Le défi du souverainisme africain pour la France

par pierre Dieme

Paris doit réinventer en urgence son approche, privilégiant l’humilité et le respect, selon François Soudan. Pour ce dernier, le maintien de l’influence française passe par l’abandon de « chiffons rouges » devenus des symboles d’ingérence.

Un vent de souverainisme et de rejet envers l’ancienne puissance coloniale souffle sur l’Afrique francophone, menaçant l’influence séculaire de la France sur le continent. Comme l’explique François Soudan, directeur de la rédaction de Jeune Afrique, dans une analyse récente, Paris doit faire face à « la résistible montée du sentiment anti-français en Afrique francophone ».

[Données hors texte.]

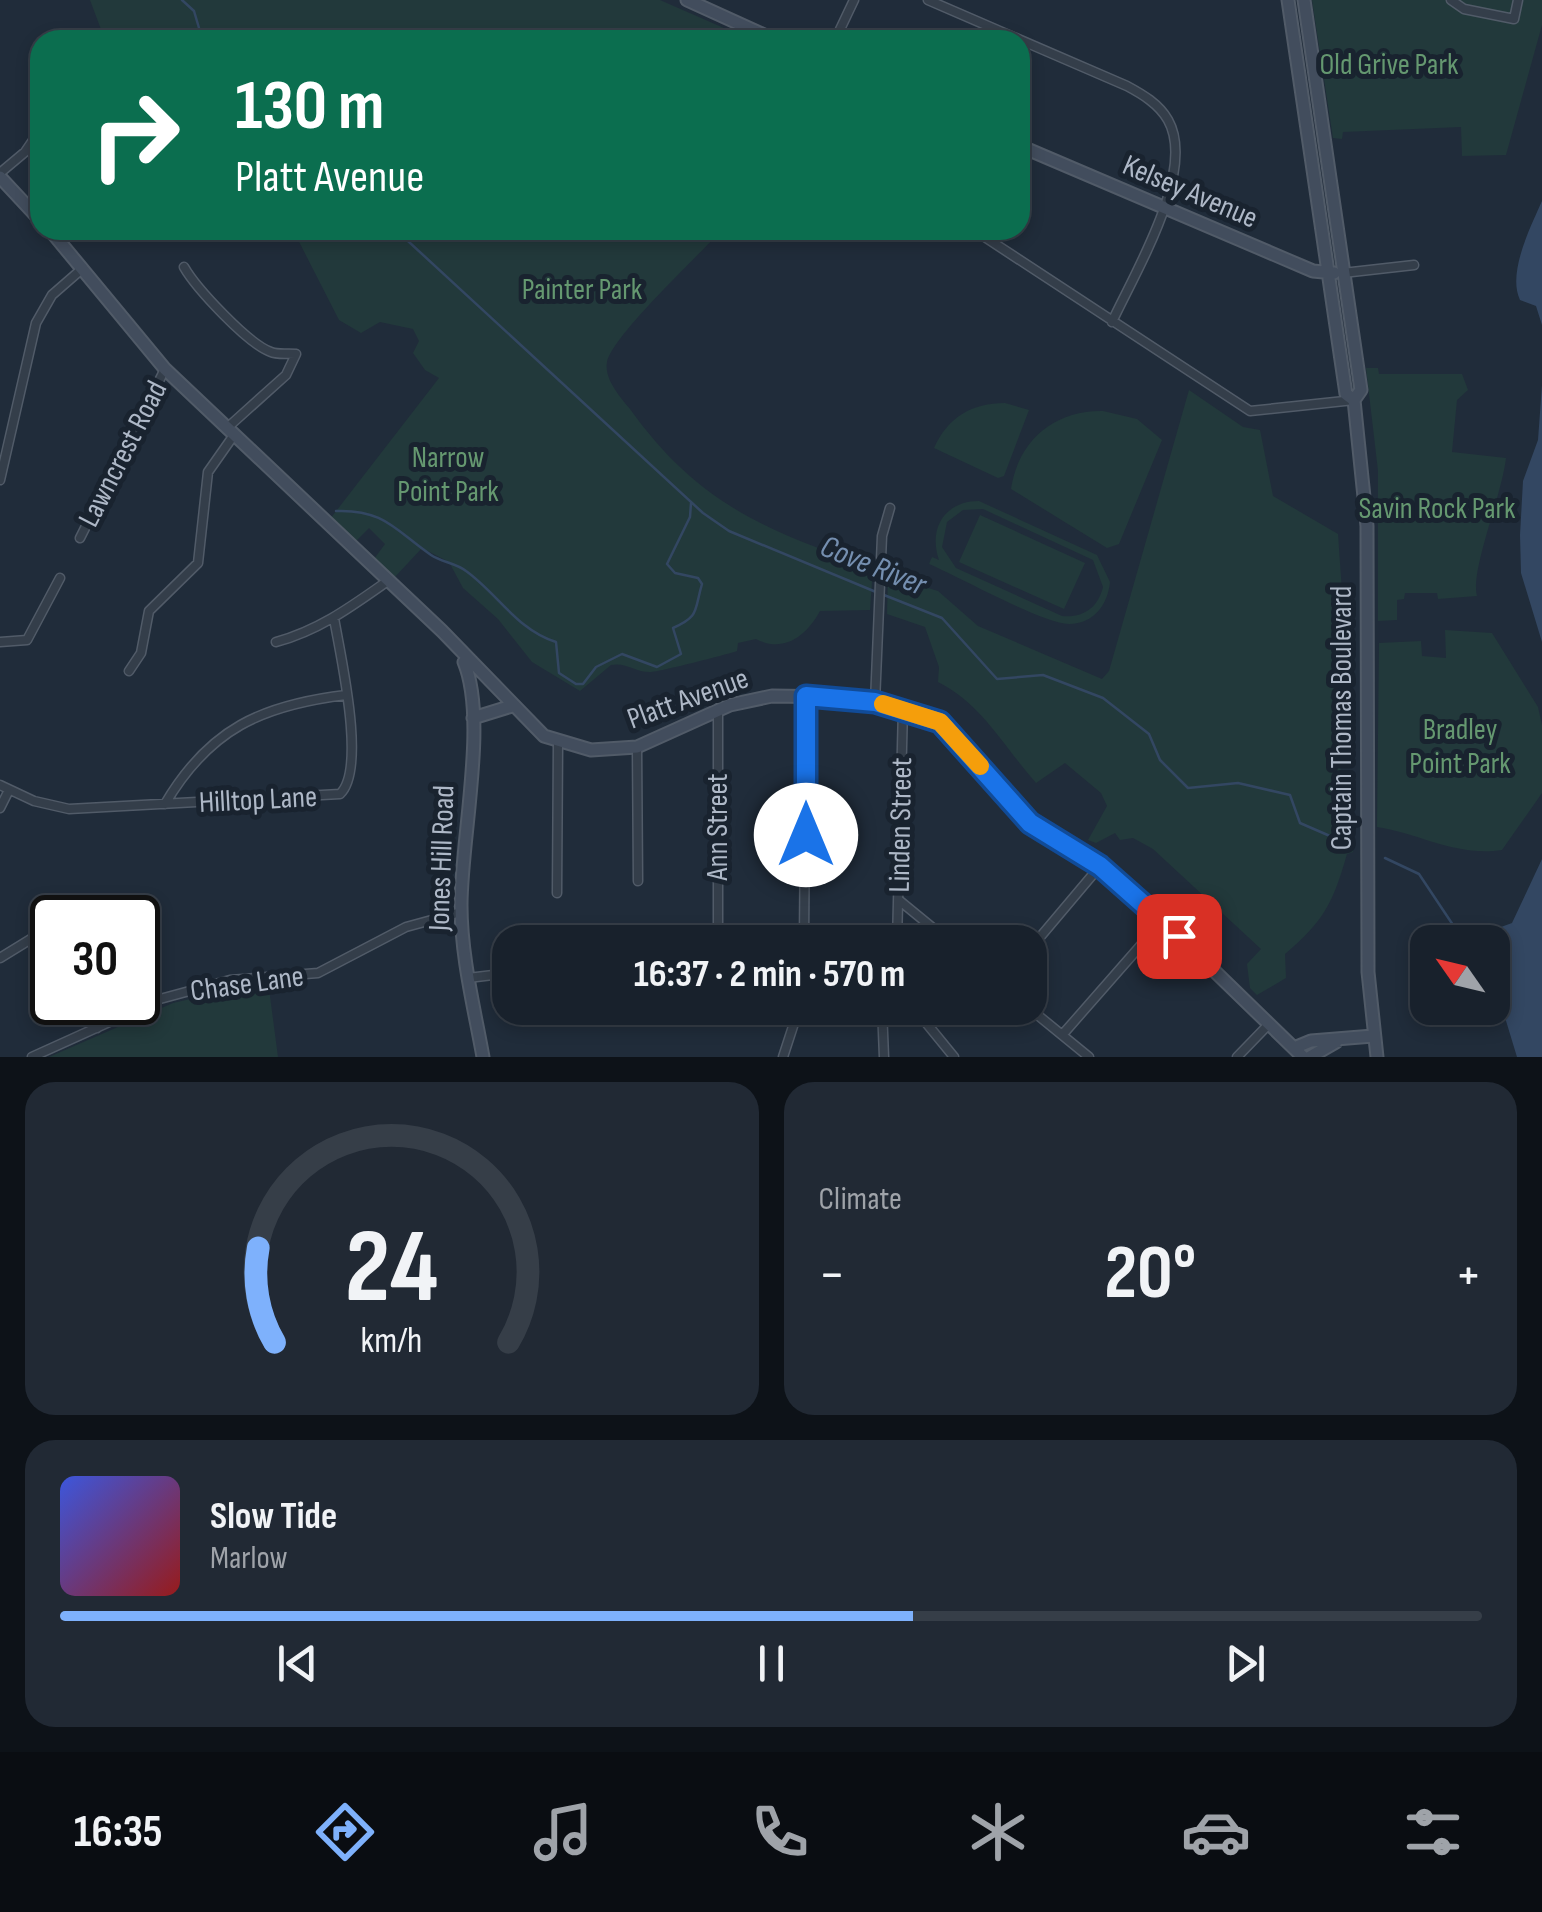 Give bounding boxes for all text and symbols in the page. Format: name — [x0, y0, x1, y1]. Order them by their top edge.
park label: Old Grive Park — [1320, 47, 1459, 83]
text: 130 m — [235, 65, 384, 149]
icon: right — [70, 70, 200, 200]
street label: Kelsey Avenue — [1117, 147, 1263, 237]
text: Platt Avenue — [235, 150, 424, 205]
park label: Painter Park — [522, 272, 643, 308]
street label: Lawncrest Road — [71, 375, 175, 533]
park label: Narrow Point Park — [397, 440, 499, 510]
park label: Savin Rock Park — [1358, 491, 1516, 527]
water label: Cove River — [814, 527, 932, 605]
street label: Captain Thomas Boulevard — [1324, 586, 1360, 850]
street label: Platt Avenue — [623, 661, 753, 737]
park label: Bradley Point Park — [1409, 712, 1511, 782]
street label: Linden Street — [882, 757, 920, 893]
street label: Ann Street — [700, 773, 736, 882]
street label: Hilltop Lane — [198, 779, 318, 821]
position arrow — [754, 783, 858, 887]
street label: Jones Hill Road — [421, 785, 463, 932]
pin — [1137, 894, 1222, 979]
speed limit sign: 30 — [30, 895, 160, 1025]
icon: arrive — [1152, 909, 1207, 964]
north arrow — [1410, 925, 1510, 1025]
map controls — [1410, 925, 1510, 1025]
text: 16:37 · 2 min · 570 m — [634, 952, 905, 997]
street label: Chase Lane — [188, 958, 306, 1010]
text: Climate — [819, 1180, 902, 1219]
text: 24 — [345, 1206, 439, 1331]
text: 20° — [1104, 1229, 1196, 1320]
text: − — [819, 1242, 845, 1309]
text: + — [1455, 1242, 1482, 1309]
text: km/h — [361, 1320, 423, 1363]
text: Slow Tide — [210, 1494, 337, 1539]
text: Marlow — [210, 1539, 288, 1578]
icon: previous — [270, 1636, 325, 1691]
icon: pause — [744, 1636, 799, 1691]
icon: next — [1218, 1636, 1273, 1691]
icon: directions — [310, 1797, 380, 1867]
icon: music — [528, 1797, 598, 1867]
icon: phone — [745, 1797, 815, 1867]
icon: climate — [963, 1797, 1033, 1867]
icon: car — [1181, 1797, 1251, 1867]
icon: filters — [1398, 1797, 1468, 1867]
text: 16:35 — [74, 1805, 163, 1860] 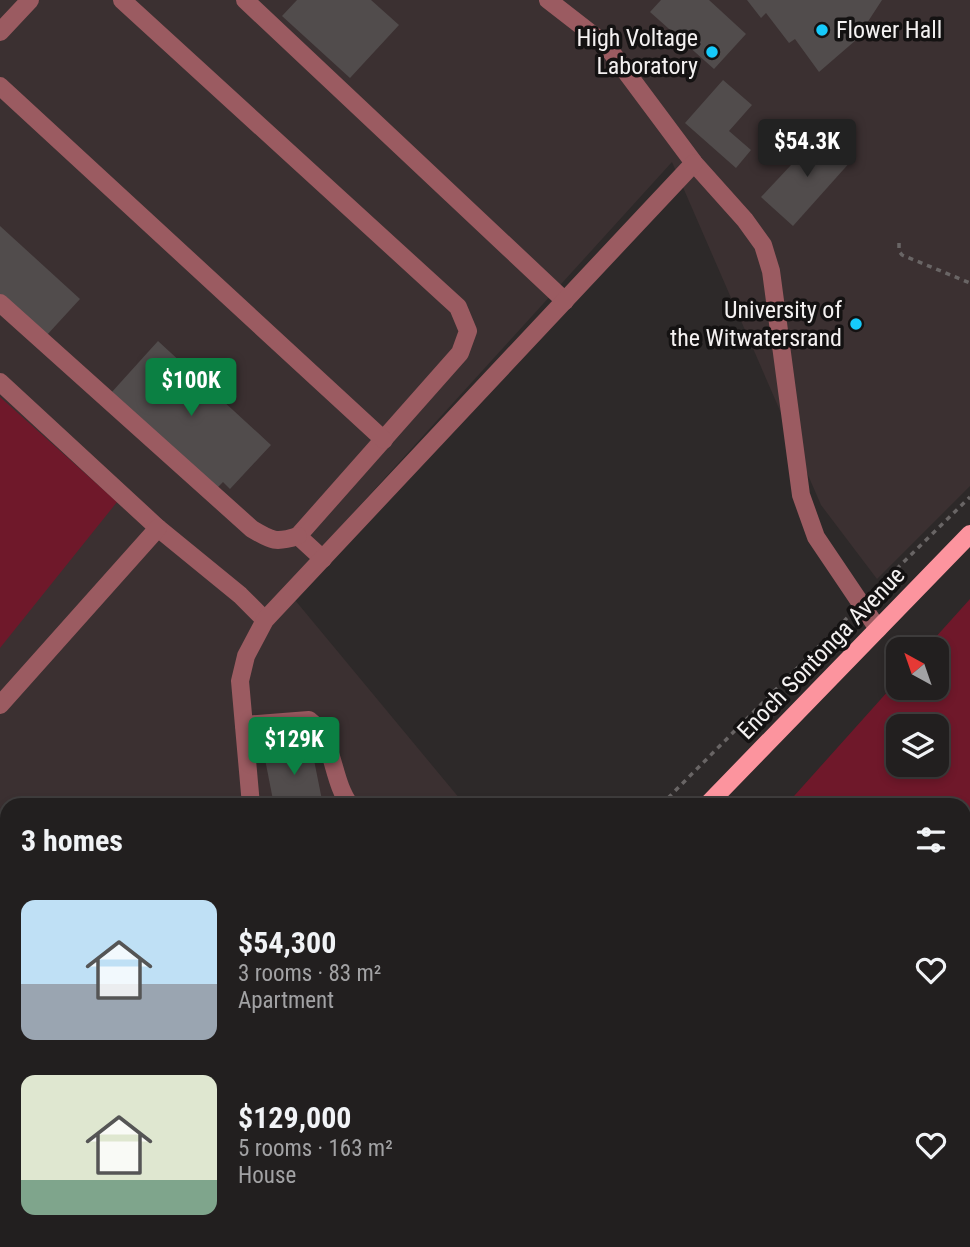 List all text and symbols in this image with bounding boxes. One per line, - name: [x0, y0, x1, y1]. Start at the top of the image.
- place label: Flower Hall: [836, 16, 942, 44]
- marker: Flower Hall: [814, 22, 830, 38]
- place label: High Voltage Laboratory: [577, 24, 698, 80]
- marker: High Voltage Laboratory: [704, 44, 720, 60]
- pin: $54.3K: [750, 120, 864, 179]
- text: $54.3K: [774, 128, 840, 155]
- place label: University of the Witwatersrand: [670, 296, 842, 352]
- marker: University of the Witwatersrand: [848, 316, 864, 332]
- pin: $100K: [142, 358, 240, 418]
- text: $100K: [161, 367, 221, 394]
- street label: Enoch Sontonga Avenue: [732, 561, 910, 745]
- north arrow: [886, 637, 948, 700]
- map controls: [886, 637, 949, 777]
- button: layers: [886, 714, 949, 777]
- pin: $129K: [245, 718, 343, 777]
- text: $129K: [264, 726, 324, 753]
- icon: filters: [912, 821, 950, 859]
- text: 3 homes: [21, 823, 123, 858]
- text: $54,300: [238, 925, 336, 960]
- icon: home: [77, 928, 161, 1012]
- icon: heart: [912, 951, 950, 989]
- text: 3 rooms · 83 m²: [238, 960, 381, 987]
- text: Apartment: [238, 987, 334, 1014]
- text: $129,000: [238, 1100, 351, 1135]
- icon: home: [77, 1103, 161, 1187]
- icon: heart: [912, 1126, 950, 1164]
- text: 5 rooms · 163 m²: [238, 1135, 393, 1162]
- text: House: [238, 1162, 296, 1189]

Cette tendance néosouverainiste, qui gagne en ampleur auprès des jeunes et des classes moyennes, voire certaines sphères dirigeantes, trouve son origine dans l’échec des mouvements citoyens des années 2000 et l’impasse des transitions démocratiques. Alimenté par les réseaux sociaux et les « analphabètes numérisés » issus de deux décennies de déscolarisation, ce phénomène populiste mêle le rejet de la France, bouc émissaire de proximité, à une dénonciation de certains aspects du mode de vie occidental.

Un événement marquant à l’origine de cette défiance est « l’assassinat de Mouammar Kadhafi au terme d’une sordide chasse à l’homme téléguidée depuis Paris, Londres et Washington », comme le souligne Soudan. Le théoricien Achille Mbembe évoque également « l’asymétrie des connaissances » qui fait que les partenaires africains « connaissent beaucoup mieux » la France que l’inverse.

L’offensive russe et la stratégie du « french bashing »

Dans cette lente érosion de l’influence française, la Russie joue un rôle opportuniste en amplifiant la rhétorique anti-occidentale et anti-française à travers une stratégie de « french bashing ». Depuis le sommet de Sotchi en 2019, Moscou soutient et amplifie les acteurs et influenceurs locaux déjà en place, actualisant un récit anticolonial hérité de la guerre froide.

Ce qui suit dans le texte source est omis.